Given the higher standard, I think the shawl section of this issue is the weakest, although props for featuring shawls in the first place. Most of the designs are uninspiring. There have been so many incredible shawl patterns all over lately, and I think IK actually tends to do them the best. Of the shawls, I would say that Nicky Epstein's spiral(#1) is the worst in that it's kind of clunky in a too chunky yarn. I like pinwheel shawl best (#4). It is similarily constructed to #1 out of individual motifs. It buttons, and is pleasantly atypical.
Of the sweaters, there are so many and so many interesting patterns that I don't know where to begin. Of the cabled sweaters, let me note that #10 has ridiculously belled 3/4 sleeves and that #9 is awkwardly long. But of the 5 cabled sweaters remaining, all have something to recommend them. Sweater-dress #11 is very distinctive.
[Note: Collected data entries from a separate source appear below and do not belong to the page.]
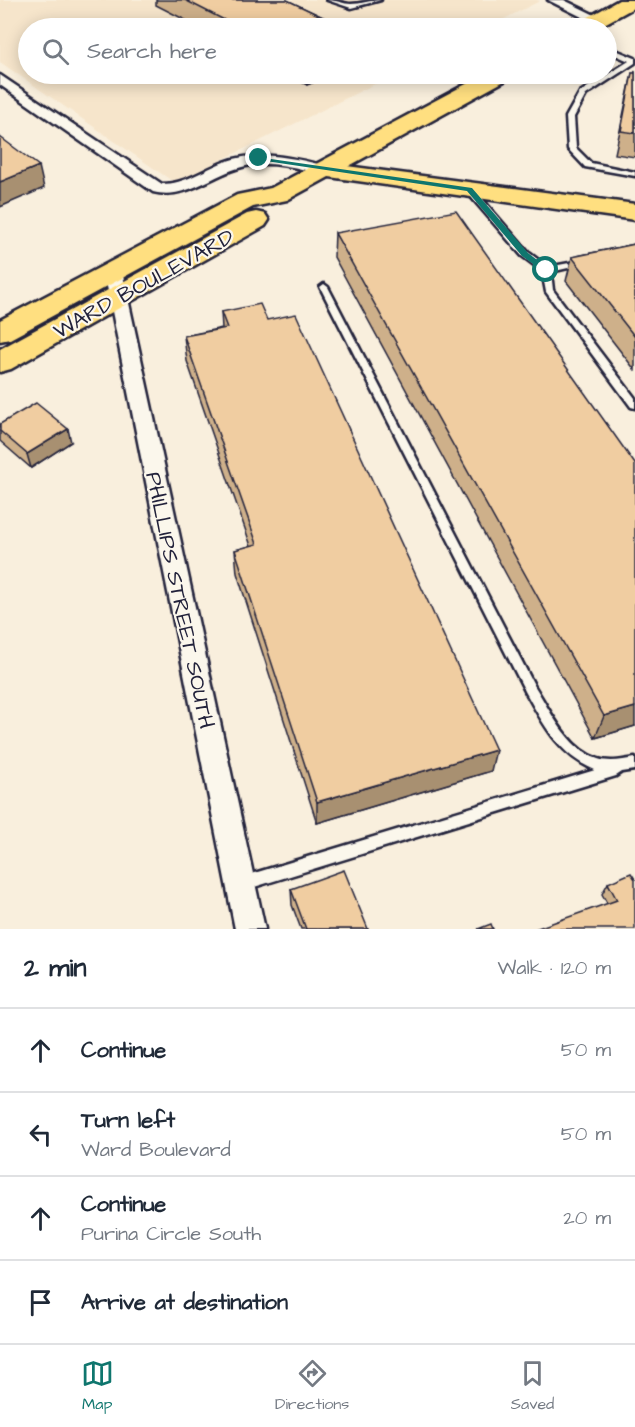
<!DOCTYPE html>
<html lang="en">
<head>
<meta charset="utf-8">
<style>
  body { margin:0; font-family:"Architects Daughter",sans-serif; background:#f6f6f7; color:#1f2937 }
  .stop { position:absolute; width:18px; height:18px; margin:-14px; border:4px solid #0f766e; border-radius:50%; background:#fff }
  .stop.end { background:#0f766e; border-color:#fff; box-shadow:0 2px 6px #0008 }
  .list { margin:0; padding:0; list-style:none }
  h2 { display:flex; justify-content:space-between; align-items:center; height:78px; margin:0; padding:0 24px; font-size:26px }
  h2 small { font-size:20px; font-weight:400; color:#747a83 }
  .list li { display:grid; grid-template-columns:39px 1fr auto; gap:18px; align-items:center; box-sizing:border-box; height:84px; padding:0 24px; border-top:2px solid #e0e1e3 }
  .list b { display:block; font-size:22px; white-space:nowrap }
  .list p { margin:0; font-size:20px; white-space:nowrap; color:#747a83 }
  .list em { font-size:20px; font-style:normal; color:#747a83 }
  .icon { flex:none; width:33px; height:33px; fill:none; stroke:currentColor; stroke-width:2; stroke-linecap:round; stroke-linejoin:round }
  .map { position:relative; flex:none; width:635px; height:929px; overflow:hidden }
  .search { position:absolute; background:#fff; box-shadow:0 3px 15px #0003; left:18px; right:18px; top:18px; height:66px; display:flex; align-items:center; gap:15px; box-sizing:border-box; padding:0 21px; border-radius:33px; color:#747a83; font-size:22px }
  .sheet { height:414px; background:#fff }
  nav { display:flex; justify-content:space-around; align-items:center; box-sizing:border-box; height:84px; border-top:2px solid #e0e1e3; background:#fff; font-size:16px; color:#747a83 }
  nav a { display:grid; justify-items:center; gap:3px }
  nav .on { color:#0f766e }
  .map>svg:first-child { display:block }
  .built { fill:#f6e5cb }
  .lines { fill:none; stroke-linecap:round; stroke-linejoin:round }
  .service-casing { stroke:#22223b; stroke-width:5 }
  .minor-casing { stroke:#22223b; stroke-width:5 }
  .primary-casing { stroke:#22223b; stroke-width:5 }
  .trunk-casing { stroke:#22223b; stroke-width:5 }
  .service { fill:#fbf7ec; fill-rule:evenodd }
  .minor { fill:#fbf7ec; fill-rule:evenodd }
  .primary { fill:#ffdf80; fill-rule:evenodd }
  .trunk { fill:#ffdf80; fill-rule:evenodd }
  .wall { fill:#ceb08a; stroke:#22223b; stroke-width:1.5 }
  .shaded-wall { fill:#a89071; stroke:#22223b; stroke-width:1.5 }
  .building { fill:#f0cda1; stroke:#22223b; stroke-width:1.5 }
  .route { fill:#0f766e }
  .labels { text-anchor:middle; stroke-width:4.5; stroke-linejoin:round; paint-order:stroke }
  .street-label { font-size:22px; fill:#22223b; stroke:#fbf7ec }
</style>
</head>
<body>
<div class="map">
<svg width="635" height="929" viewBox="0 0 635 929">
  <rect width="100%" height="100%" fill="#f9efdd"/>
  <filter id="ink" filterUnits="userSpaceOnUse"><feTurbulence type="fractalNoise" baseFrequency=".0167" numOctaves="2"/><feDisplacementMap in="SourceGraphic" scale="12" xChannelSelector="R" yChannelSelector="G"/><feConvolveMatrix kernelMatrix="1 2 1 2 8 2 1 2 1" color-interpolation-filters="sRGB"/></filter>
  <g filter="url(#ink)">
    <!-- built -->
    <path class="built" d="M 0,0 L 537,0 L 540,1 L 486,28 L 28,28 L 28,74 L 395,74 L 175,183 L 0,62 Z"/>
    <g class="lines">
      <!-- service casing -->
      <g class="service-casing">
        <path id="service" d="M 327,0 C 336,0 344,4 351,4 C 361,4 371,0 381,0 L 351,8 Z
          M 606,46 L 635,58 L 635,63 L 586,95 L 574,117 L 576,148 L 591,163 L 635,172 L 635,176 L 585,167 L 568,149 L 566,117 L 580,92 L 629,61 L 606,51 Z
          M 466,187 L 472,187 L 528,252 L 548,267 L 585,260 L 585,264 L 551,272 L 553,290 L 635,398 L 635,408 L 631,407 L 546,292 L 542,271 L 522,256 L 466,191 Z
          M 324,284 L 328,287 L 534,685 C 550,710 567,749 598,759 C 610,763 623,760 635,758 L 635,770 L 622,772 L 616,776 L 241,891 L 236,889 L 234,884 L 236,879 L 241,877 L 595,770 C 559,755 544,725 526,693 L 320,287 Z"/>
      </g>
      <!-- minor casing -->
      <g class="minor-casing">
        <path id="minor" d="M 548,0 L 564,0 L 605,20 L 599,24 L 594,23 Z
          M 0,75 L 162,184 C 185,184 203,170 224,162 C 260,149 294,158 330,167 L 332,170 L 324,175 C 299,168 272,160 246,166 C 215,172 187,201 153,192 L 0,85 Z
          M 113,266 L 122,271 L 265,929 L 235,929 L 104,271 Z"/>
      </g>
      <!-- primary casing -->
      <g class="primary-casing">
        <path id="primary" d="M 324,163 L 635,204 L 635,220 L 315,175 L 312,170 L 315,165 Z"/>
      </g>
      <!-- trunk casing -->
      <g class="trunk-casing">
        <path id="trunk" d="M 619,0 L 635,0 L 635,7 L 597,28 L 573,28 L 576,24 Z
          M 485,74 L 511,74 L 508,79 L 287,200 L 253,207 L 10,339 L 0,341 L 0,320 L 237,195 L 271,188 Z
          M 256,212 L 265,214 L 269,220 L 265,226 L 11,369 L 0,372 L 0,349 L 247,214 Z"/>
      </g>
      <!-- service -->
      <use href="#service" class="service"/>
      <!-- minor -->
      <use href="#minor" class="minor"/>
      <!-- primary -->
      <use href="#primary" class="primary"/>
      <!-- trunk -->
      <use href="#trunk" class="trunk"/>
    </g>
    <!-- wall -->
    <path class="wall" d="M 156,0 L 287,0 L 346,28 L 201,28 L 156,5 Z
      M 635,71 L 635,157 L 615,154 L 632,73 L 634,74 Z
      M 285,74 L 334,74 L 307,85 Z
      M 335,233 L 635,726 L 595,738 L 334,257 Z
      M 635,244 L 635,370 L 566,281 L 572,257 Z
      M 221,312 L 267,320 L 491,771 L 317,823 L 237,573 L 235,550 L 251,546 L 187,361 L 184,336 L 222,328 Z
      M 0,424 L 71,442 L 31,468 L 0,441 Z
      M 608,883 L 635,929 L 607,903 L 602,894 Z
      M 291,889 L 368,929 L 301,929 L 292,905 Z"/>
    <!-- shaded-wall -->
    <path class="shaded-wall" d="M 307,74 L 334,74 L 307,85 Z
      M 39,166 L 44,188 L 0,207 L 0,182 Z
      M 68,429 L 71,442 L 31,468 L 27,454 Z
      M 635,707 L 635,726 L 595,738 L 604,716 Z
      M 496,750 L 491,771 L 317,823 L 317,802 Z"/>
    <!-- building -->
    <path class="building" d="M 185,0 L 287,0 L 346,28 L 240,28 Z
      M 632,73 L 635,73 L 635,133 L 621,131 Z
      M 0,137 L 39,166 L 0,182 Z
      M 456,211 L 635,464 L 635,707 L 604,716 L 335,233 Z
      M 635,244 L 635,337 L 572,257 Z
      M 260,304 L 267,320 L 296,314 L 496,750 L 317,802 L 235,550 L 257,544 L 184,336 L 227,328 L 221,312 Z
      M 36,403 L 68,429 L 27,454 L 0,431 L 0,424 Z
      M 344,870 L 368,929 L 306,929 L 291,889 Z
      M 631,873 L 635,879 L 635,929 L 535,929 L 617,900 L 608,883 Z
      M 491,924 L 493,929 L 478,929 Z"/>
  </g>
  <!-- route -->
  <path class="route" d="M 257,157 L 472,188 L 528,253 L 550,270 L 543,271 L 522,256 L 467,191 L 259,160 Z"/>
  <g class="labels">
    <!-- street labels -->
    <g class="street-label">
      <text transform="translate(143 283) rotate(-29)" y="8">WARD BOULEVARD</text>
      <text transform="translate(181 600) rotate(78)" y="8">PHILLIPS STREET SOUTH</text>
    </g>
  </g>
</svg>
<div class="stop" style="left:546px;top:270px"></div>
<div class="stop end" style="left:259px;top:158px"></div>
<div class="search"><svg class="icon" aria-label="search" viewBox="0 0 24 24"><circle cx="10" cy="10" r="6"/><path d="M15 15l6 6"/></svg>Search here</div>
</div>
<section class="sheet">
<h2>2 min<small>Walk · 120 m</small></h2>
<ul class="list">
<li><svg class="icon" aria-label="ahead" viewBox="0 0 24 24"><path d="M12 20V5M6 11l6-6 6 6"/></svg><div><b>Continue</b></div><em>50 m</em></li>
<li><svg class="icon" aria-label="left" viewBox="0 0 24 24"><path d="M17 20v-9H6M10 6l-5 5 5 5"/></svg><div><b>Turn left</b><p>Ward Boulevard</p></div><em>50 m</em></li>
<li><svg class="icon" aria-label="ahead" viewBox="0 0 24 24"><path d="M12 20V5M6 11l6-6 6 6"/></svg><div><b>Continue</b><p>Purina Circle South</p></div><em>20 m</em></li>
<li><svg class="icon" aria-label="arrive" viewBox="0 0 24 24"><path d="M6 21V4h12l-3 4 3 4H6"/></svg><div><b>Arrive at destination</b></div></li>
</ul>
</section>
<nav>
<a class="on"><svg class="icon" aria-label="map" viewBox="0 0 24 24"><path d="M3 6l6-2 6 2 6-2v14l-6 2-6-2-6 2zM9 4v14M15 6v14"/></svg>Map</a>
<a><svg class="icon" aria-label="directions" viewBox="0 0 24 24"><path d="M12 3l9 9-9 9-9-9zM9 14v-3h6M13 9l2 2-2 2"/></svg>Directions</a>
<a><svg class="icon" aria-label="saved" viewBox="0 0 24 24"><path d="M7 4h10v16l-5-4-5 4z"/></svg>Saved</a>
</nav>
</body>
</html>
I couldn't wear it, but it sure is interesting.

The partially closed round yoke cardigan by Shiri Mor (#13) is not bad, but I myself am tired of round yoke cabled designs. They are all over. Two designs by Vladimir Teriokhin (#s 15 and 16, especially the latter) are sure fire winners, as are most of what comes from this new Norah Gaughan. The hooded outerwear tunic (#14 pictured below) is receiving some attention on the Ravely Vogue Knitters group.
Shirley Paden's two jacket designs (#s 17 and 18) are just my style - short, fitted, classic, but similar tailored cardis (#s 21 and 22) could appeal more to younger knitters. What is it with puffed sleeves though? There are two puffy sleeved designs in this issue (22 and 28). Is is because I wore this trend when it was around before that I can't get my head around it now? The two cover coats are very cute, although I could loose the color blocking on # 26. Finally, on the good side, I think I would actually make and wear the colorful and odd dress designed by Brandon Mably (#30), although I might lengthen the sleeve to 3/4.
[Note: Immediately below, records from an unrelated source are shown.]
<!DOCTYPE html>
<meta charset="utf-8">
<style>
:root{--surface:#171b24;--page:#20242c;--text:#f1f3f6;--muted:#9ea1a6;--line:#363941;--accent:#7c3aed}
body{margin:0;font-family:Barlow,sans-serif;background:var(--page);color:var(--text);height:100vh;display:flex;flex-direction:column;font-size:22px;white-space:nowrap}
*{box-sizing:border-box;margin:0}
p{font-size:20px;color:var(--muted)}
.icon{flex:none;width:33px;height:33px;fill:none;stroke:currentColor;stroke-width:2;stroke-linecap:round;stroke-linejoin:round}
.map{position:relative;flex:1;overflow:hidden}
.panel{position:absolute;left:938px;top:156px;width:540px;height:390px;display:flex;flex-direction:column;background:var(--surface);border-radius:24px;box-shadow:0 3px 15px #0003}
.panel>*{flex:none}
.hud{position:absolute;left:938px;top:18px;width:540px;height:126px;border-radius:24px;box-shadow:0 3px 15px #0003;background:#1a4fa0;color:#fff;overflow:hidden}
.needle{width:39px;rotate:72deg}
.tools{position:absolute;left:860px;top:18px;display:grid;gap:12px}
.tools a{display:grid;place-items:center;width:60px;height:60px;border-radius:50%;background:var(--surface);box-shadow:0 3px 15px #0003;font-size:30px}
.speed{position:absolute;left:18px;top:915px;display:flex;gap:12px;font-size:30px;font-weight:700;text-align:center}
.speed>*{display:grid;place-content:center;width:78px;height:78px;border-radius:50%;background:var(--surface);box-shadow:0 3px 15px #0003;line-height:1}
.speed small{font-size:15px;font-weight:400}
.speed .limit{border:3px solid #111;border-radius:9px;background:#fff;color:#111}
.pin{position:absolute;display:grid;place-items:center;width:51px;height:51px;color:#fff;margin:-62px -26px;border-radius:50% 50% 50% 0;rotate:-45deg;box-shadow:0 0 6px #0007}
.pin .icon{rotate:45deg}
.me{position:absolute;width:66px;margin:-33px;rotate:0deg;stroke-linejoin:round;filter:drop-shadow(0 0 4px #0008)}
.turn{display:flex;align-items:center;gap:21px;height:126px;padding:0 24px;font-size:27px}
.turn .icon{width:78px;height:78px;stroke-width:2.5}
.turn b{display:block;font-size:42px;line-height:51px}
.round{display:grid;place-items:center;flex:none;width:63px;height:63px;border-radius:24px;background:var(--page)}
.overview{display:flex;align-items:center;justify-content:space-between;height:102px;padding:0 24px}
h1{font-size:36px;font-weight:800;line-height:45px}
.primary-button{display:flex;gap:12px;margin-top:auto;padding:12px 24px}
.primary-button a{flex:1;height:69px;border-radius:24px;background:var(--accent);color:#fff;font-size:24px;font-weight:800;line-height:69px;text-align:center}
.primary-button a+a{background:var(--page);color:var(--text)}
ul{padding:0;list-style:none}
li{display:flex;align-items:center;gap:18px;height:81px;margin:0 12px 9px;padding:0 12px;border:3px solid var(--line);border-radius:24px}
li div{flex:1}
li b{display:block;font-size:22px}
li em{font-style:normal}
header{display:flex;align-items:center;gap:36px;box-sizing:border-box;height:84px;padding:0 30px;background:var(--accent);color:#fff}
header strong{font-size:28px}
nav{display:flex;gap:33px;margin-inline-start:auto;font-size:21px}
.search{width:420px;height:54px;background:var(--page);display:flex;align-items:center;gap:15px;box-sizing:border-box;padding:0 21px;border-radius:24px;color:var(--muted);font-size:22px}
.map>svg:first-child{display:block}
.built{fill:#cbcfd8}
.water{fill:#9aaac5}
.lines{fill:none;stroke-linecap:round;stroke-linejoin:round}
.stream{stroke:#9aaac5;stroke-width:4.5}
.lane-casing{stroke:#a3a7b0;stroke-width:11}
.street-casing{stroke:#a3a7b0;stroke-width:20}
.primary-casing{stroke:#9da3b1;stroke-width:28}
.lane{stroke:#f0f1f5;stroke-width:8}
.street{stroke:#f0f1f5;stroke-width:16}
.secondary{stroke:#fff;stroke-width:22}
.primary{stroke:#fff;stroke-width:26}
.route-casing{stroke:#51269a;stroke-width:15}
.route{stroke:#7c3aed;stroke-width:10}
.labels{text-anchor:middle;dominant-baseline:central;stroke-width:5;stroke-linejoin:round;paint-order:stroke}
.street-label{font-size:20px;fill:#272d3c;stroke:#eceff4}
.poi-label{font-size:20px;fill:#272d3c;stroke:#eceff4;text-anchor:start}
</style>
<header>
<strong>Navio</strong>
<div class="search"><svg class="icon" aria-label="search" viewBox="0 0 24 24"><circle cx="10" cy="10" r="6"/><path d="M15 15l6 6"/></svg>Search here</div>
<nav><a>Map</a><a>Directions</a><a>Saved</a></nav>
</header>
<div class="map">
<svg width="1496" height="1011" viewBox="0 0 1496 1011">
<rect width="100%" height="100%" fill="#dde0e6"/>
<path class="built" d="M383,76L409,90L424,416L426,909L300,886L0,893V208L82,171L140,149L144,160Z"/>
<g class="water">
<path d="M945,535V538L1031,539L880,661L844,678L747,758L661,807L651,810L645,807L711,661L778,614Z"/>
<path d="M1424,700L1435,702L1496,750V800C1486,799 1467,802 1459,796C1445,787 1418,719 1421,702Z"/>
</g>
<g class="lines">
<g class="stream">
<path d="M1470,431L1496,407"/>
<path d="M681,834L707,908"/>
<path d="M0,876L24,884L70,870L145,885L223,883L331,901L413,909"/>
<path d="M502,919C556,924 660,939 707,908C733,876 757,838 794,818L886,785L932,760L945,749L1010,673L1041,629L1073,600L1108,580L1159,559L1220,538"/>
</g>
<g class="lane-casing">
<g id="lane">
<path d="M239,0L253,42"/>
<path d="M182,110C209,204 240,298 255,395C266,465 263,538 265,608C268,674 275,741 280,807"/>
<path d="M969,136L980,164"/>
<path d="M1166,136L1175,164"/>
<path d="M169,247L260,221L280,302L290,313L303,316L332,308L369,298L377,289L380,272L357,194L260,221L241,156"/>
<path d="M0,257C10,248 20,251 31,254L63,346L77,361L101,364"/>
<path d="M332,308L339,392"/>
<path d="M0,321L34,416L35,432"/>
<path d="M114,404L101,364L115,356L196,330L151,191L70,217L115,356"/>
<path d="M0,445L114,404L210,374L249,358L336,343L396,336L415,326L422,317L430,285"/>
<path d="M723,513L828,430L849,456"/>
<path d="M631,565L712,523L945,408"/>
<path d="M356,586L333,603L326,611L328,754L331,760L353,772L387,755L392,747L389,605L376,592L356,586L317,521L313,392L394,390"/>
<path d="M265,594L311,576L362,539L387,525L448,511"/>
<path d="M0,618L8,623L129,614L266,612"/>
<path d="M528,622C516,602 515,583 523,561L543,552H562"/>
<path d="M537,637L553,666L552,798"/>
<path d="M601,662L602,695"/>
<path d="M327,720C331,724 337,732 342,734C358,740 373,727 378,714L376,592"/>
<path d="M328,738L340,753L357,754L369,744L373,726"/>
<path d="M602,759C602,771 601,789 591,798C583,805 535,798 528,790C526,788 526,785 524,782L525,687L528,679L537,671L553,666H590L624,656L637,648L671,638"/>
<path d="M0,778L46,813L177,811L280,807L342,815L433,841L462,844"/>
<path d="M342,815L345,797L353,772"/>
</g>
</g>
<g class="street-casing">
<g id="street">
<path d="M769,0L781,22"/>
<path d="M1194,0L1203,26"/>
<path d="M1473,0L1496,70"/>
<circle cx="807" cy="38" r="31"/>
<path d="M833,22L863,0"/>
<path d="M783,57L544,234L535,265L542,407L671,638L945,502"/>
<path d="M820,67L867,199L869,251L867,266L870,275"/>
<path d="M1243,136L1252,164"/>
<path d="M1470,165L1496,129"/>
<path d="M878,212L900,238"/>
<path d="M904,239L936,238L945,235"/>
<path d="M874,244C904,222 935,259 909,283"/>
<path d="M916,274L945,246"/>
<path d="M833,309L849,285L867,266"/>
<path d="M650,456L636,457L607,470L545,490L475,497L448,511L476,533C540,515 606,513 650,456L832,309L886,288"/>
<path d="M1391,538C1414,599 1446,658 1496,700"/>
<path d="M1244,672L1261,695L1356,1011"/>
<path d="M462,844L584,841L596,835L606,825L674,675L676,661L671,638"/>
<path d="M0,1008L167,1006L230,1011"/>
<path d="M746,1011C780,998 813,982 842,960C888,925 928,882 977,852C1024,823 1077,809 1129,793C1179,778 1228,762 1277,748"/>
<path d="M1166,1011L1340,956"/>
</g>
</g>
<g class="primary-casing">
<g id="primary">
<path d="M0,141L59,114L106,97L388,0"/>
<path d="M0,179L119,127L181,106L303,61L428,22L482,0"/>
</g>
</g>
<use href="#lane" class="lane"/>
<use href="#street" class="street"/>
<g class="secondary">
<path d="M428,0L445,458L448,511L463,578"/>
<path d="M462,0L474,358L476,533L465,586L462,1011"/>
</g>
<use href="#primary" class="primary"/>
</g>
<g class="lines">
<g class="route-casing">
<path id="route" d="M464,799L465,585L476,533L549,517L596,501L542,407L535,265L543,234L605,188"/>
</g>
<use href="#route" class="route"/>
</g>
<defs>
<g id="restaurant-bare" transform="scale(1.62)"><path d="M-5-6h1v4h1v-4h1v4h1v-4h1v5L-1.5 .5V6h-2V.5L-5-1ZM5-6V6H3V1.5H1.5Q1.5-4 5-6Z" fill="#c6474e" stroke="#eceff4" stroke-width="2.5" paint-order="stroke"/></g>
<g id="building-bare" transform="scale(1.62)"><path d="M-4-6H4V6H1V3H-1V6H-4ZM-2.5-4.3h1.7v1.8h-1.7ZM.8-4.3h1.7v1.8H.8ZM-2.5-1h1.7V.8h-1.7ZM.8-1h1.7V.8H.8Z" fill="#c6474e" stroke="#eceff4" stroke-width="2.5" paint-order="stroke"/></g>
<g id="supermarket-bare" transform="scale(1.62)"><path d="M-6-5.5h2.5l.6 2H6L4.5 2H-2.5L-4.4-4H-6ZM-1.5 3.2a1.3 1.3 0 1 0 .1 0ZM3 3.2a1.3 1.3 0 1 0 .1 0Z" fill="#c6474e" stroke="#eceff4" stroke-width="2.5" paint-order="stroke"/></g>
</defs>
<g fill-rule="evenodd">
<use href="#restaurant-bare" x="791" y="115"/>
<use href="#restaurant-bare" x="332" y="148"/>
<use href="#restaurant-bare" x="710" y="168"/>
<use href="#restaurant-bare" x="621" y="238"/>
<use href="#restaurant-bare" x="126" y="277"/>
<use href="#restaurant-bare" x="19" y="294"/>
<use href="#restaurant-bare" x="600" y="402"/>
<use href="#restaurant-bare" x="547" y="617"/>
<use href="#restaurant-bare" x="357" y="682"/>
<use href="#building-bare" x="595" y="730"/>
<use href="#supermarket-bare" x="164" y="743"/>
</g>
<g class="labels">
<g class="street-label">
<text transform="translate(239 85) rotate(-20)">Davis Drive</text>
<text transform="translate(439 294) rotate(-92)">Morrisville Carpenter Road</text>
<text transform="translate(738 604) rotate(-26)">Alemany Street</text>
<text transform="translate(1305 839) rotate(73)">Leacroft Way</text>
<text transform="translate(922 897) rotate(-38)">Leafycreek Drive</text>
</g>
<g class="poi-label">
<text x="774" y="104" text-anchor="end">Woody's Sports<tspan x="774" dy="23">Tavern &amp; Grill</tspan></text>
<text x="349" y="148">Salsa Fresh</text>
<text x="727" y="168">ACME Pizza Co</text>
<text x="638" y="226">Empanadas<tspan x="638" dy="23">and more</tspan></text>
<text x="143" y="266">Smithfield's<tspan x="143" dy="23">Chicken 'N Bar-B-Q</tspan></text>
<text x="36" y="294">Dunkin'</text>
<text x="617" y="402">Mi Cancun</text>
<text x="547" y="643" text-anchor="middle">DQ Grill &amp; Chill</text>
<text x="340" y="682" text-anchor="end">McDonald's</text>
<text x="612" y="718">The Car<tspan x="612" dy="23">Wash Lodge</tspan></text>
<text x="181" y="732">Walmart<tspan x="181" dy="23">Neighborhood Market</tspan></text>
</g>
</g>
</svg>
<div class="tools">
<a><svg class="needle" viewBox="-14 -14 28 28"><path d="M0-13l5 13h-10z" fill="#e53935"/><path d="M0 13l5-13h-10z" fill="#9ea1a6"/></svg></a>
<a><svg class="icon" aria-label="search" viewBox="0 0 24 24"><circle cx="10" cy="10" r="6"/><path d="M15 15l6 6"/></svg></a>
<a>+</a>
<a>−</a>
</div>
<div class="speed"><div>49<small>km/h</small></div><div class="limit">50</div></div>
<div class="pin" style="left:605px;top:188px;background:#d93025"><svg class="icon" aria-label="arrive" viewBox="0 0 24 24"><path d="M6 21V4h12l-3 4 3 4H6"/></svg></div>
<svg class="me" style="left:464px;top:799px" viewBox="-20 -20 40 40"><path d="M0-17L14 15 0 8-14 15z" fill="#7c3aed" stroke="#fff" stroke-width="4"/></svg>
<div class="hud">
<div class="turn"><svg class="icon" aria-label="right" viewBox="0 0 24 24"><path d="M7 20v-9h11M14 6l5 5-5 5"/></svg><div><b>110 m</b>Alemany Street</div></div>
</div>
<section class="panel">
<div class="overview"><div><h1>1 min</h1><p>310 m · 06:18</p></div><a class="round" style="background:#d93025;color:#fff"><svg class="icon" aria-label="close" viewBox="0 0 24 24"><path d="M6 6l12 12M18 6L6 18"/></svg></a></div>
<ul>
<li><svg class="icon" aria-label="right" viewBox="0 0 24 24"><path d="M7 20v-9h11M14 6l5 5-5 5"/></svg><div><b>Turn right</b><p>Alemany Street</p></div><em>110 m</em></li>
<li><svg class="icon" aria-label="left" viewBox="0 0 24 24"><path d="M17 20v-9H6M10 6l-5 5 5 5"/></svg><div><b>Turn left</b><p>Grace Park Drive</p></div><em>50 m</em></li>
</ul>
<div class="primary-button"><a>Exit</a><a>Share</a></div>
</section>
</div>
It is very hard for me to nominate a best for this issue because I think so many of the designs are good. I am tempted to name the Brandon Mably dress above, but that would be an eccentric choice. The thing is that colorwork like this and like the Eunny Jang design in the Winter IK is starting to look fresh to me after years of variegated and novelty yarns. For a more popular choice of best design, I would probably choose #14, the photo above the Mably dress.

Worst designs? That's easy. See the two photos below. I think the chrocheted color-blocked coat is worse than the Twinkle tunic. The Twinkle design might look good on someone, but it's a little silly. I have never been partial to Twinkle.

I guess I knew going in that I liked VK the best of the big three knitting magazines, but this closer look clinches it. It seems so obvious that VK is of a higher quality than the others. Is this a valid conclusion? Do you agree? Disagree? Let me know. Meanwhile, here is my scorecard:

  • Best website - Interweave Knits
  • Best articles - Vogue Knitting
  • Best photography - Knitter's
  • Best Designs - Vogue Knitting
  • Most Patterns - Vogue Knitting (by a lot)


Wool Enough said...

My Vogue addiction began many years ago with their sewing patterns and magazine. IHMO Vogue cannot be beat for design and technique. For some reason I never knew they had a knitting magazine, only learned of it recently. I was gifted with a copy of their Holiday issue and was greatly impressed.

Ruth said...

This review series has been fun! I actually don't much like Vogue and am not going to resubscribe, so it's interesting to me to learn that it's your favorite. I've only ever seen a few designs in VK that I wanted to make, and I am put off by the way their shoots are styled.

Anonymous said...

I was surprised you liked VK best. Last year I let my 2 decade+ subscription lapse. With the exception of a few issues, they are all in my attic gathering dust. I will concede the articles are the best and I always enjoyed EZ and Meg.